If the Umno General Assembly gets bogged down by issues such as 1MDB, that will distract the delegates from the more important issues such as how can Umno reform from within to give the voters more confidence to throw their support behind Barisan Nasional come the next general election.

This is what is going to determine Umno’s future and make it still relevant. And there are enough positive things that Najib has done, but which are not being highlighted, to convince the voters that Umno is moving in the right direction.

Wednesday, November 5, 2014

Najib's task ahead of him


Tun Dr Mahathir Mohamad has asked the entire Umno Selangor leadership to step down so that Umno Selangor can be revamped and to make way for new faces to take over the leadership.

Mahathir added that amongst the current Umno Selangor leadership not a single candidate is suitable to take over as Menteri Besar in the event Barisan Nasional manages to win back that state in the next general election.

This is actually the issue of the chicken and the egg. It is not so much who is suitable to be the Menteri Besar if Barisan Nasional manages to win back the state. It is how can Barisan Nasional win back the state if Umno Selangor does not have the proper leadership?

The ball is now in Prime Minister Najib Tun Razak’s court.

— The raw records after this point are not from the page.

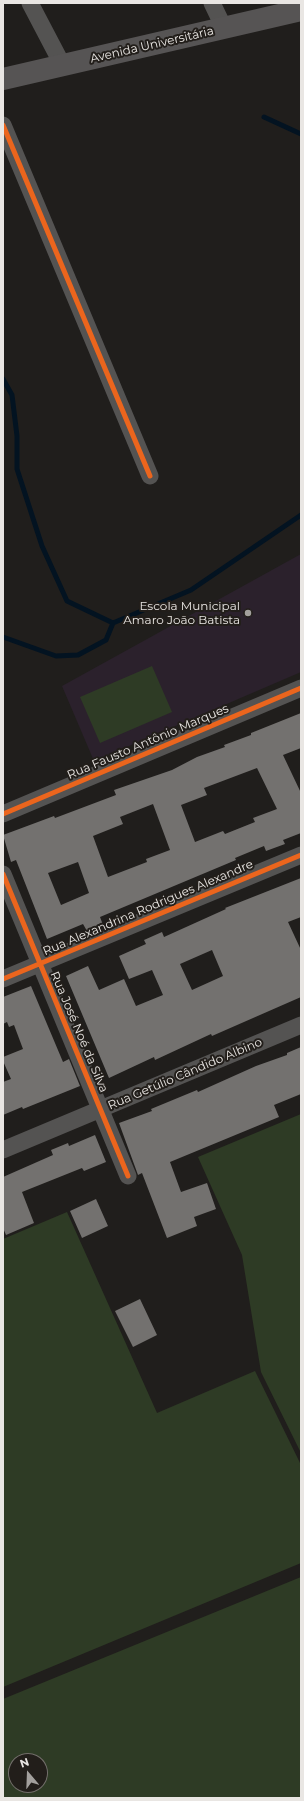 <!DOCTYPE html>
<meta charset="utf-8">
<style>
body{margin:0}
#map{position:relative;width:304px;height:1801px;overflow:hidden;background:#201e1c;font-family:Montserrat,sans-serif}
canvas{display:block}
.frame{position:absolute;inset:0;border:4px solid #e9e6e3;pointer-events:none}
.north{position:absolute;left:8px;top:1753px;width:40px;height:40px;box-sizing:border-box;background:#221e1a;border:1px solid #726e6a;border-radius:50%;rotate:341deg;font-size:11px;font-weight:700;line-height:16px;text-align:center;color:#e9e6e3}
.north::after{content:'';display:block;margin:auto;width:14px;height:18px;background:#a3a09d;clip-path:polygon(50% 0,100% 100%,50% 72%,0 100%)}
</style>
<div id="map">
<canvas width="304" height="1801"></canvas>
<div class="frame"></div>
<div class="north">N</div>
</div>
<script>
const g = document.querySelector('canvas').getContext('2d');
g.lineJoin = 'round';
function fillPath(path, color) { g.fillStyle = color; g.fill(path, 'evenodd'); }
const shape = rows => new Path2D(rows.map(r => 'M' + r).join(''));
function trace(path, color, width, dash) { g.strokeStyle = color; g.lineWidth = width; g.lineCap = dash ? 'butt' : 'round'; g.setLineDash(dash || []); g.stroke(path); }
function drawText(font, color, halo, rows, align = 'center') {
  g.font = font + ' Montserrat,sans-serif'; g.lineWidth = 4; g.setLineDash([]); g.textBaseline = 'middle'; g.strokeStyle = halo; g.fillStyle = color; for (const [text, x, y, turn = 0] of rows) {
    g.save(); g.translate(x, y); g.rotate((+turn || 0) * Math.PI / 180); g.textAlign = isNaN(turn) ? turn : align; if (halo) g.strokeText(text, 0, 0); g.fillText(text, 0, 0); g.restore();
  }
}
const education = shape([
 [301,554,301,672,94,761,62,686]
]);
const green = shape([
 [152,666,172,712,100,743,80,697],
 [301,1114,301,1453,261,1372,242,1255,198,1157],
 [67,1212,157,1413,255,1371,301,1465,301,1563,3,1687,3,1239],
 [301,1577,301,1798,3,1798,3,1699],
 [16,1761,40,1761,40,1785,16,1785]
]);
const stream = shape([
 [264,117,301,134],
 [3,379,12,395,17,436,17,469,42,546,67,601,113,623,191,590,301,515],
 [3,637,56,656,78,655,106,640,113,623]
]);
const building = shape([
 [301,713,301,748,283,755,301,793,301,833,283,840,285,844,266,851,264,846,235,858,236,860,100,917,103,925,87,931,83,924,47,939,16,860,11,862,3,835,54,816,55,818,116,795,114,790,172,770,197,757,225,747,224,745,251,735,251,733],
 [257,768,277,809,253,818,255,822,225,834,223,831,195,842,181,805,207,795,204,788],
 [153,804,170,850,146,859,147,862,108,877,93,836,123,824,120,817],
 [78,862,89,893,61,905,48,873],
 [301,878,301,917,288,922,301,950,301,997,212,1036,211,1034,155,1060,154,1057,109,1078,66,976,88,966,99,990,124,979,136,1006,163,995,152,970,129,979,119,956,146,944,144,940,162,932,164,937,226,909,225,908],
 [212,950,223,976,192,990,180,964],
 [31,986,63,1062,69,1059,80,1086,23,1109,22,1107,3,1115,3,1082,11,1079,3,1061,3,1057,23,1049,14,1025,9,1027,7,1022,3,1024,3,997],
 [301,1047,301,1094,274,1105,279,1117,170,1162,181,1192,207,1183,216,1209,194,1217,197,1226,167,1238,142,1173,138,1175,119,1123,152,1111,151,1109,197,1090,198,1092,256,1066,287,1055,287,1053],
 [95,1135,106,1162,84,1171,82,1168,22,1192,34,1223,6,1235,3,1228,3,1177,53,1155,51,1150,68,1143,69,1146],
 [96,1199,108,1226,82,1238,70,1211],
 [140,1299,157,1335,133,1347,115,1311]
]);
const street = shape([
 [30,3,63,66],
 [212,3,224,28],
 [3,125,150,476],
 [3,814,301,688],
 [3,874,128,1176],
 [3,979,301,855],
 [3,1150,301,1025]
]);
const secondary = shape([
 [3,79,301,10]
]);
const cycleway = shape([
 [3,125,150,476],
 [3,814,301,688],
 [3,874,128,1176],
 [3,979,301,855]
]);
const markers = [
 [248,613,4,"#a3a09d"]
];
const streetNames = [
 ["Avenida Universitária",152,45,-13],
 ["Rua Fausto Antônio Marques",148,742,-23],
 ["Rua Alexandrina Rodrigues Alexandre",148,908,-23],
 ["Rua José Noé da Silva",79,1032,67],
 ["Rua Getúlio Cândido Albino",185,1074,-23]
];
const poiNames = [
 ["Escola Municipal",240,606],
 ["Amaro João Batista",240,620]
];
fillPath(education, '#2b212c');
fillPath(green, '#2e3b25');
trace(stream, '#031321', 5);
fillPath(building, '#73716f');
trace(street, '#545352', 17);
trace(secondary, '#565454', 22);
trace(cycleway, '#eb651d', 5);
for (const [x, y, r, color] of markers) { const dot = new Path2D(); dot.arc(x, y, r, 0, 2 * Math.PI); g.fillStyle = color; g.fill(dot); trace(dot, '#221e1a', 1.5); }
drawText('12px', '#e9e6e3', '#221e1a', streetNames);
drawText('12px', '#e9e6e3', '#221e1a', poiNames, 'right');
</script>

Najib must not fear of being decisive. There are many issues that need a strong hand to tackle and the problem in Selangor is just one of many.

With three years or so to go before the next general election, time is not on Najib’s side. Many issues that have been raised by the opposition are not really that difficult to explain to the people.

The problem is while the opposition has the advantage of the social media and online news portals, the silence from the Prime Minister’s Office is giving the impression that what the opposition is saying is the truth.

The 2008 and 2013 general elections were basically a media war. The opposition was successful in its media campaign while the government was not. And this is what we shall see in the next general election as well.

We need to hear more from the Prime Minister. Najib must not be scared of speaking out and of replying to the many allegations against the government. Malaysians need to see that Malaysia has a strong prime minister and not what the opposition plus some of those in Umno allege.

And the first thing that Najib can do to show the country that he is in charge and is decisive is to revamp Umno Selangor in preparation for the coming general election.